Kegagalan Publik di “Kenyamanan Internet”

TAKENAKA HARUKATA Perdana Menteri Suga Yoshihide telah menjadikan pembentukan agensi digital sebagai prioritas untuk pemerintahannya. Pemerintah meresmikan kantor untuk mempersiapkan “transformasi digital” pada 30 September 2020, dengan Hirai Takuya ditunjuk sebagai menteri transformasi digital.(* 1)

Terkait respons pandemi COVID-19 pemerintah, publik tampaknya sangat kecewa dengan kebingungan seputar aplikasi online untuk pembayaran tunai khusus yang diberikan kepada semua penduduk dan bulan-bulan penundaan dalam menerima dana tersebut, serta fakta bahwa semua informasi pertukaran dengan puskesmas telah dilakukan melalui fax.

KAWABE KENTAR Ō Sangat memalukan bahwa butuh waktu lama untuk melakukan pembayaran tunai sederhana sebesar 100.000 yen per orang. Secara pribadi saya merasa malu, karena kami telah bekerja sangat keras untuk menghadirkan kenyamanan Internet ke Jepang, tetapi sektor publik tetap tertinggal begitu menyakitkan. Kami jelas belum melakukan cukup.

Saya sendiri bekerja dari rumah selama pandemi, jadi saya membicarakan masalah ini sendiri kepada banyak orang dari jarak jauh. Saya sudah lama merasa bahwa pemerintah seharusnya lebih fokus pada masalah digitalisasi, tetapi pada saat itu lebih ke masalah keingintahuan intelektual pribadi.

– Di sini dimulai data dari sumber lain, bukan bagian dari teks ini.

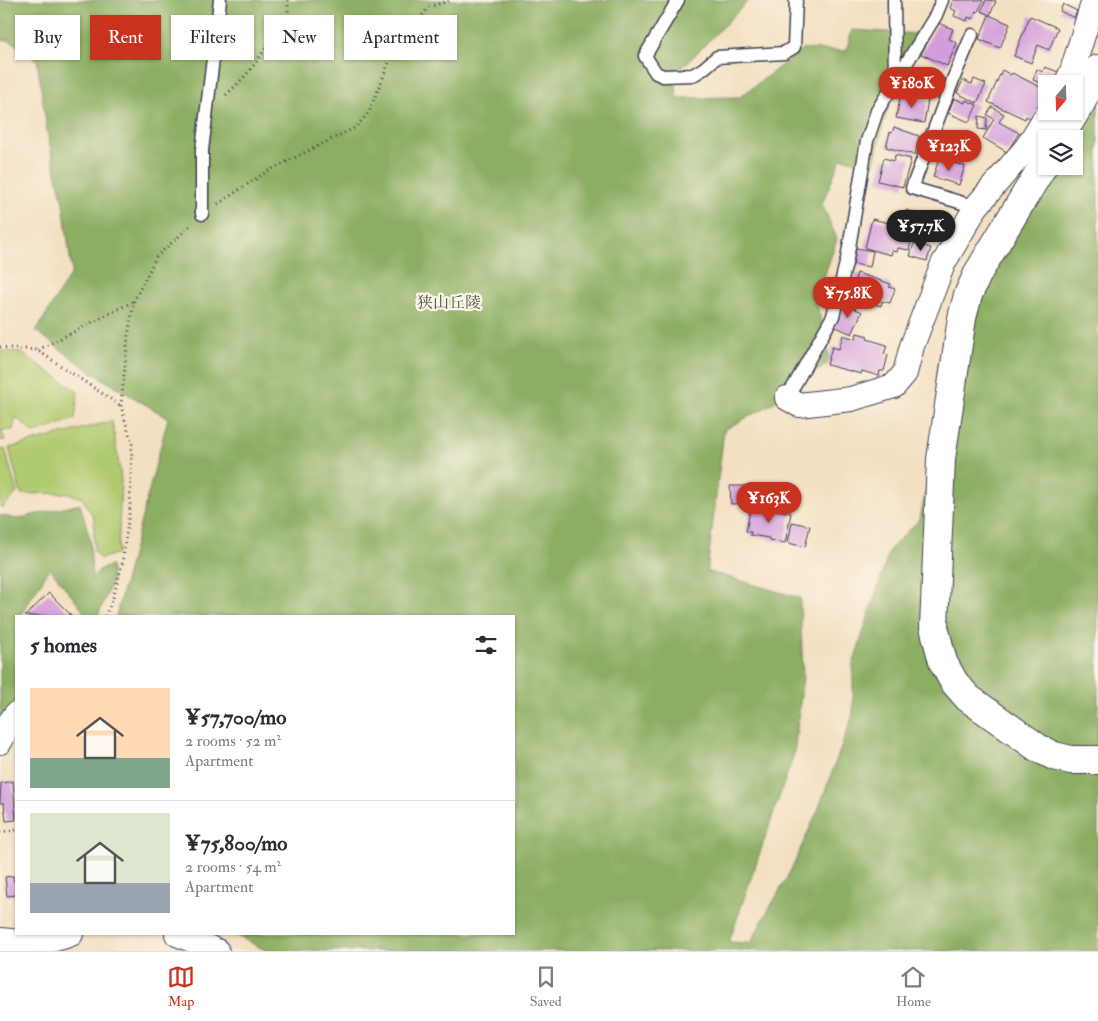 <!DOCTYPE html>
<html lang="en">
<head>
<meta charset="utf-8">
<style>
	body { margin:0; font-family:"IM FELL Double Pica","Noto Serif JP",serif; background:#f2f2f3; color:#2b2b33; height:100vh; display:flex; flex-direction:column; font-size:19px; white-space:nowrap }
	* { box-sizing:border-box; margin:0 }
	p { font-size:16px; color:#7c7c81 }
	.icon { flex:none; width:28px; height:28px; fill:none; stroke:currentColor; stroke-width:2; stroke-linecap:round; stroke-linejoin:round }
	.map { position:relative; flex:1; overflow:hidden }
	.side { position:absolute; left:15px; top:615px; width:500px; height:320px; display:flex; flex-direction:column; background:#fff; border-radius:0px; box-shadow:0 1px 4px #0004 }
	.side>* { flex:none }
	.banner { position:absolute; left:15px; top:15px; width:500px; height:45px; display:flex; gap:10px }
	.needle { width:32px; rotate:199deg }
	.tools { position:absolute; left:1038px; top:75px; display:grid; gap:10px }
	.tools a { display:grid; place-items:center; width:45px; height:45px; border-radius:0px; background:#fff; box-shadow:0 1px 4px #0004; font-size:25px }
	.price { position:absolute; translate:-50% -42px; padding:0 11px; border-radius:18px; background:#c8321e; color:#fff; font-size:16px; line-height:32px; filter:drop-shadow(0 1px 2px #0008) }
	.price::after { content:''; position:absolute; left:50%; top:30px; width:15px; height:11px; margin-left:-8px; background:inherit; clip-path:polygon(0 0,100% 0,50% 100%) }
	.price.selected { background:#222; color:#fff }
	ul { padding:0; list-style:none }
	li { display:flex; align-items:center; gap:15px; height:125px; padding:0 15px }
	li+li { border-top:1px solid #e1e1e2 }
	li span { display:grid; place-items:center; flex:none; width:140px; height:100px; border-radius:0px; color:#555 }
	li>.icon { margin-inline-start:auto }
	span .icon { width:60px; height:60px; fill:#fffc; stroke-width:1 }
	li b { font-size:21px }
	h2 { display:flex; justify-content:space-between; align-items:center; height:60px; padding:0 15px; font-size:21px }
	.pill { padding:0 18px; border-radius:0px; background:#fff; box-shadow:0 1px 4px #0004; font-size:18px; line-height:45px }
	.pill.selected { background:#c8321e; color:#fff }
	.tabs { display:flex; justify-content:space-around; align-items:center; height:70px; border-top:1px solid #e1e1e2; background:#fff; font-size:14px; color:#7c7c81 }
	.tabs a { display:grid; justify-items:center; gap:2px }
	.tabs .selected { color:#c8321e }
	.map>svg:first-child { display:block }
	.green { fill:#b0ca70; stroke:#697656 }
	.forest { fill:#8cae62; stroke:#57684e }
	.building { fill:#d39ddb }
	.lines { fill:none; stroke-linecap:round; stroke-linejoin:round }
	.lane-casing { stroke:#413e4f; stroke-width:15 }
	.street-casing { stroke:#413e4f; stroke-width:26 }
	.secondary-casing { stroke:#413e4f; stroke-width:30 }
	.path { stroke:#413e4f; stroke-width:3; stroke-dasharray:1 4; stroke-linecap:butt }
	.lane { stroke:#fff; stroke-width:12 }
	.street { stroke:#fff; stroke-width:24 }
	.secondary { stroke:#fff; stroke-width:28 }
	.labels { text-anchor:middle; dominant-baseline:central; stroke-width:4.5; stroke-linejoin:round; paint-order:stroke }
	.park-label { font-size:16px; fill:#4d544b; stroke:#fcf5e5 }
</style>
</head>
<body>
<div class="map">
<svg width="1098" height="951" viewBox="0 0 1098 951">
	<rect width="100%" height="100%" fill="#fcf5e5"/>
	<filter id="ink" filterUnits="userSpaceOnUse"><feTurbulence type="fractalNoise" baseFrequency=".02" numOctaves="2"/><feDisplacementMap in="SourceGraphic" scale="10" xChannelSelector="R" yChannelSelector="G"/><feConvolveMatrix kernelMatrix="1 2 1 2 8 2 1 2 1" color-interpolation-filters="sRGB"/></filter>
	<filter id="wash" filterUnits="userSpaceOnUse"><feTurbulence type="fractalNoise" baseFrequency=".0096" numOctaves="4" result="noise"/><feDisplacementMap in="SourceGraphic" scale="20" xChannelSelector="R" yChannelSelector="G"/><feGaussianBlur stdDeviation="1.12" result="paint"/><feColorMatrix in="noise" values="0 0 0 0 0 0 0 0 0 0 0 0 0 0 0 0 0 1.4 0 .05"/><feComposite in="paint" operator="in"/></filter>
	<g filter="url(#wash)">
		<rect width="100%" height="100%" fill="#f3dfc1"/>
		<g class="green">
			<polygon points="0,351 20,352 78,392 75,419 34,433 16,417 13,430 2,430 2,435 5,437 4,441 0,440"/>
			<polygon points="112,421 121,479 118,553 100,559 94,551 94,518 82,498 67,493 21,494 9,448"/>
			<polygon points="5,449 17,493 3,507 0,507 0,450"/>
		</g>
		<g class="forest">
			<polygon points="0,0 749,0 675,75 677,98 740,97 803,49 846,51 852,30 920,34 890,98 873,166 841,158 822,204 837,239 816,300 830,362 770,405 724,430 707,571 800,598 803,677 794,754 729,942 750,943 790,872 818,810 853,715 853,664 890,549 920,519 948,383 987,269 1055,166 1074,166 1073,139 1098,101 1098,951 267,951 234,934 514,934 514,616 116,616 168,418 91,372 36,331 72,272 63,203 48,137 37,60 9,40 0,41"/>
			<polygon points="80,504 90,539 92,579 100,569 111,566 112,581 98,616 87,616 50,568 20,616 16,616 16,720 0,753 0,515 16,519"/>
		</g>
		<g id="blocks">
			<g class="building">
				<polygon points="953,0 980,0 983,1 978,12 976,11 973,19 968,17 967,21 954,16 956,11 950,8"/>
				<polygon points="986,0 996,1 990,15 981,11"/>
				<polygon points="1063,4 1077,11 1074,18 1060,11"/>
				<polygon points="989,15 1010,24 1000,48 979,39"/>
				<polygon points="1030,16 1058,28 1049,50 1038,45 1031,63 1014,56"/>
				<polygon points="938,23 953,29 949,39 957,43 947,66 921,54"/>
				<polygon points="917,67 944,78 937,95 909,85"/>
				<polygon points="1045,67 1061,73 1056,84 1046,84 1046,85 1033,80 1037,69 1043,72"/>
				<polygon points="1002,70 1011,75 1012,73 1046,90 1033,120 1026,116 1025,119 988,102"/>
				<polygon points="974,79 986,84 977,103 957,93 963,80 972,84"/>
				<polygon points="901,94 928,100 924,123 896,118"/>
				<polygon points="954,98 965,103 966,100 977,105 969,122 948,113"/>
				<polygon points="992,107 1004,114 999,122 1019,133 1007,152 983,138 994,119 987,115"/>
				<polygon points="979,116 987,118 986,130 978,129"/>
				<polygon points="894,127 919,136 915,155 886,147 890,132 892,133"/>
				<polygon points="895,155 911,159 903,187 878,181 884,158 894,161"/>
				<polygon points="939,159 965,166 959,185 933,177"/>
				<polygon points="906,210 916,213 913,226 903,224"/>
				<polygon points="872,219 914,229 909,250 898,248 897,252 892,251 891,255 865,248"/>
				<polygon points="914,243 931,248 927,261 910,256"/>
				<polygon points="856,248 873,251 870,267 853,264"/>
				<polygon points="857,273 891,284 889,287 895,289 890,303 882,301 881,306 850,297"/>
				<polygon points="843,303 862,312 852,334 834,326"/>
				<polygon points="857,333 868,336 867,339 887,345 884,354 888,355 884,371 880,371 879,376 862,371 861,374 827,365 832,347 839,349 843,335 855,339"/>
				<polygon points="730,486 748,486 749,503 731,504"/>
				<polygon points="751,505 791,513 785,543 769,540 769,538 750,535 751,532 746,532"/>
				<polygon points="792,522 810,526 805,547 788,543"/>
				<polygon points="49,593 72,616 25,616"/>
				<polygon points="13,781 16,820 6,821 4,803 0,803 1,783"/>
				<polygon points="13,876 14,882 16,882 16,895 7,896 5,877"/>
			</g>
		</g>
	</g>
	<g filter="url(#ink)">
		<use href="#blocks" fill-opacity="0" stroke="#413e4f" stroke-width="1"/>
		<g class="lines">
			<defs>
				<g id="lane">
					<polyline points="678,0 645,56 656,73 663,76 693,75 703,69 717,57 784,53 794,47 796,0"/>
					<polyline points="894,0 895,82"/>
					<polyline points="972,35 954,77 912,188 976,207"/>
					<polyline points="202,214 202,150 220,0"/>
					<polyline points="787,398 833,316 847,259 867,141 877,111 936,15 942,0"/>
				</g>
				<g id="street">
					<polyline points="1066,84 1072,71 1094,0"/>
					<polyline points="787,398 799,405 851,399 894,386 905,373 912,346 943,264 976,207 1027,147 1049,111"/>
					<polyline points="0,742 10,722 16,714"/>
					<polyline points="177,934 217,951"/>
					<path d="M0,940C25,943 47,944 71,934"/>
				</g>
				<g id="secondary">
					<polyline points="1059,139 1081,103 1098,69"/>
					<polyline points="1046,161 979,271 968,295 962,318 941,459 934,627 943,662 954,682 968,698 1038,748 1054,756 1071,760 1098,760"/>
				</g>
			</defs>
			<use href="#lane" class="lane-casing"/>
			<use href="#street" class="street-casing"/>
			<use href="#secondary" class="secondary-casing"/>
			<g class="path">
				<path d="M226,95C248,75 266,53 276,25L288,22V0"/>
				<polyline points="218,204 266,172 356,127 369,112 394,50 429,7 452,0"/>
				<polyline points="0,347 37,350 121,406"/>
				<polyline points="38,350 134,301"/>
				<polyline points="105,616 112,601 122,565 130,507 132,444 121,406 128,336 134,301 156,257 191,225"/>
				<polyline points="0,832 16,830"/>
			</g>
			<use href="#lane" class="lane"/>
			<use href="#street" class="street"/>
			<use href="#secondary" class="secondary"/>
		</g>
	</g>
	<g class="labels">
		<g class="park-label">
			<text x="449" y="303">狭山丘陵</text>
		</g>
	</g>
</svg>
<div class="tools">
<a><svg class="needle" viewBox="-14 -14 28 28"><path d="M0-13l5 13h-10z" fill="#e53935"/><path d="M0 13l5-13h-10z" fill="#7c7c81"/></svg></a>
<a><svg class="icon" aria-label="layers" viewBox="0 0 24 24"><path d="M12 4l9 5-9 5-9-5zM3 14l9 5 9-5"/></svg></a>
</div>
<b class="price" style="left:912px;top:109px">¥180K</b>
<b class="price" style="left:949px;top:172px">¥123K</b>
<b class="price selected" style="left:921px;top:252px">¥57.7K</b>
<b class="price" style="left:848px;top:319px">¥75.8K</b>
<b class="price" style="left:769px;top:524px">¥163K</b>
<div class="banner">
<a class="pill">Buy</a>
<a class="pill selected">Rent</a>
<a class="pill">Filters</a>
<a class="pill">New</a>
<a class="pill">Apartment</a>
</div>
<section class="side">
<h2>5 homes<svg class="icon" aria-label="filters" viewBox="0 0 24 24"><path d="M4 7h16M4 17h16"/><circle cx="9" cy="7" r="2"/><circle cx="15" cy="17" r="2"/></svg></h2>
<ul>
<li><span style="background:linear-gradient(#ffd9b3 70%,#7fa58c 0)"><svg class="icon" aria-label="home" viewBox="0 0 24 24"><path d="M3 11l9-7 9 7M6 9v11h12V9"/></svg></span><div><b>¥57,700/mo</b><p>2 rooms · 52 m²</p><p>Apartment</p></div></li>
<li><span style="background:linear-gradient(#dfe7d0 70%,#9aa5b1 0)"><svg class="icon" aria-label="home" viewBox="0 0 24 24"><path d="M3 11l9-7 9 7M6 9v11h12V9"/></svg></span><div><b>¥75,800/mo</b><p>2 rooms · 54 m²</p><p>Apartment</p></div></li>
</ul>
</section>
</div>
<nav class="tabs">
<a class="selected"><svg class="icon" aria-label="map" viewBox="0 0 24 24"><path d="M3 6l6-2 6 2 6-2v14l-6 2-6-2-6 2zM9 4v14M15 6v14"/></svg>Map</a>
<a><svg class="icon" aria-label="saved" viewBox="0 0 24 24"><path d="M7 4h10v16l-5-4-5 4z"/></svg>Saved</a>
<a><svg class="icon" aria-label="home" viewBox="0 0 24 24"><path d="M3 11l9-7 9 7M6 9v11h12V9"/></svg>Home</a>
</nav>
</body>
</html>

Kemudian, Perdana Menteri Suga mengungkit masalah agensi digital, dan saya menyadari sudah waktunya untuk mempublikasikan pemikiran saya tentang masalah tersebut.

Inoue Masahiro, pendiri Yahoo Jepang, pernah berkata tentang manufaktur, “Jangan berpegang pada spesifikasi yang buruk.” Saya ingin menawarkan pengalaman saya untuk memastikan kita tidak memulai dengan perencanaan yang buruk. Awalnya saya berpikir untuk membuat proposal sehubungan dengan Federasi Teknologi Informasi Jepang (yang mana saya menjabat sebagai Ketua Direktur Perwakilan), tetapi karena akan memakan banyak waktu, saya mempresentasikan “Delapan Prinsip Teleworking” saya sebagai proposal pribadi untuk Badan Digital.

Delapan Prinsip Teleworking

Prinsip 1 Tujuan dan Visi: Tujuan utama dari agen digital adalah untuk mempromosikan kesejahteraan masyarakat yang tinggal di Jepang. Paling tidak, hal itu akan membantu membebaskan masyarakat dari birokrasi yang berbelit-belit sehingga mereka dapat lebih mudah menggunakan waktu luangnya dengan cara yang mereka inginkan. Kedua, peningkatan efisiensi administrasi dan kolaborasi data akan membantu mendorong pertumbuhan ekonomi dan umur panjang.

Prinsip 2 Konsep: Badan digital tidak boleh menjadi agen outsourcing sistem untuk sektor publik, yang berarti kementerian, lembaga, dan kota lain. Sebaliknya, ini harus berfungsi sebagai CTO sektor publik dan kepala arsitek untuk proyek digitalisasi. Administrasi harus berkomunikasi dengan setiap departemen saat menetapkan anggaran dan memegang otoritas untuk isu-isu utama dalam digitalisasi, dan harus melaksanakan reformasi dengan tekad yang kuat.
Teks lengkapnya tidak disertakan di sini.